Depuis la scène, un voix nous murmure : « Oui à l’entre-soi, mais à condition qu’on sache toujours qu’on est plusieurs chez soi ». Le monologue de Delphine Horvilleur incarné par Johanna Nizard reprend sur la scène du Théâtre de la Concorde.
Dans une caverne qui oscille entre Platon, Matrix et les ténèbres du 20e siècle, un personnage mystérieux qui se nomme Abraham Ajar se lance dans un monologue contre toutes les assignations identitaires. Est-il ou est-elle homme ou femme ? S’agit-il d’Émile Ajar ou de Romain Gary ? La manière dont Johanna Nizard s’approprie le texte du rabbin Delphine Horvilleur s’apparente à un sabbat de sorcières ou à un rituel d’exorcisme. Ses transformations nombreuses qui vont parfois jusqu’au grotesque permettent de faire flamboyer dans la pénombre des jeux de mots. L’humour est sur ce plateau l’ultime masque de la tragédie. Il s’agit d’un humour cathartique qui pousse le public à aspirer à un univers bien spécifique : un universel qui ne nie pas la culture, mais qui fustige plutôt son emprise.

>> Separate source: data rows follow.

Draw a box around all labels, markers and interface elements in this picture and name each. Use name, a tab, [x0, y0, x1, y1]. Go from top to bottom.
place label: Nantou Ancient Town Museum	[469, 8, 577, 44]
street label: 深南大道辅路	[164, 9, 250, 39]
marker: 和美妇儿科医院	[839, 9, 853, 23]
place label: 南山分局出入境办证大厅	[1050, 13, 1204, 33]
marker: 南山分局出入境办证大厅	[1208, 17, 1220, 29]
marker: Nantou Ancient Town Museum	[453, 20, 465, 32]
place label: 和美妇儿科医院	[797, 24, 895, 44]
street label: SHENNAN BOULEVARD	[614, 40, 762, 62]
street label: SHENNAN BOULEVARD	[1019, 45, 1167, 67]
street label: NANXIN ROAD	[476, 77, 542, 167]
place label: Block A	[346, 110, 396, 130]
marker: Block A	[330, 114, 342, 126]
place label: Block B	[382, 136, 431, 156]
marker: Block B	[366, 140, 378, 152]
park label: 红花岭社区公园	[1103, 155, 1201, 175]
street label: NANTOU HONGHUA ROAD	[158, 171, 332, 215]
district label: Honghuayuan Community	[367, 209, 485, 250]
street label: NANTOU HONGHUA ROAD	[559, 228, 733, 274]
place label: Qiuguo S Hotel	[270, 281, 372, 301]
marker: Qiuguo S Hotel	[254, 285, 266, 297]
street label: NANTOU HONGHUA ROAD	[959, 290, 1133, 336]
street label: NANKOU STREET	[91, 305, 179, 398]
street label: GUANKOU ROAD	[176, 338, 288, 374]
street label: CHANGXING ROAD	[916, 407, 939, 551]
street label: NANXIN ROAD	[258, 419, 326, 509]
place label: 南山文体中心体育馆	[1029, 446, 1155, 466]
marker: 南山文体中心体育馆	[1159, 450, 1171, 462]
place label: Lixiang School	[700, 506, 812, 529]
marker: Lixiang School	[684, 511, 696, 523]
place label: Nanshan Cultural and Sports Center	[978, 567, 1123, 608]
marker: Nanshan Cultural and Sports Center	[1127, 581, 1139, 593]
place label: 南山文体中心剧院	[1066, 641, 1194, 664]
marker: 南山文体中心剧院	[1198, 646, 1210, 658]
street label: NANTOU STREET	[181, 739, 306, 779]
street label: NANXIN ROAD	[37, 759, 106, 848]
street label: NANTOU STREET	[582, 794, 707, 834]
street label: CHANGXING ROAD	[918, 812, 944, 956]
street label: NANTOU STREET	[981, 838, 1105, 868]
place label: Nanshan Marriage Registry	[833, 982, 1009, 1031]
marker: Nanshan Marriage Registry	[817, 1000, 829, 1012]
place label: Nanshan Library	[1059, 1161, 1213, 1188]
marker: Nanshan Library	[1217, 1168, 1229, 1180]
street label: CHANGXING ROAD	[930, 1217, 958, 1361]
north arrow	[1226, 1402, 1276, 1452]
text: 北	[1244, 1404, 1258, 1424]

Des sermons de la Rabbine au pupitre de sa synagogue jusqu’à la scène du théâtre du monde. Il n’y a qu’un pas franchi avec brio par Johanna Nizard dans ce seul en scène tout à fait singulier. Cela semble un petit pas pour la comédienne, mais c’est un grand pas pour l’humanité. L’humanité, justement, c’est le trait caractéristique de cette pièce déjà nommée aux Molières et qui prend un sens renouvelé, deux ans après sa création, dans un contexte de plus en plus troublé ou l’identité semble prendre toute la place jusqu’à empêcher tout dialogue. Il n’y a donc pas de Ajar à ce que ce monologue habité se retrouve sur la scène du tout nouveau Théâtre de la Concorde, qui propose ce mois de décembre un cycle dédié aux « Identité, exil et diasporas » où vous pourrez voir, la même soirée que Il n’y a pas de Ajar, le seul en scène de Rachid Bouali « On n’a pas eu le temps de se dire au revoir ».
Du 11 au 14 décembre, du 17 au 21 décembre puis du 26 au 28 décembre à 20h30, Les 22 et 24 décembre à 15h.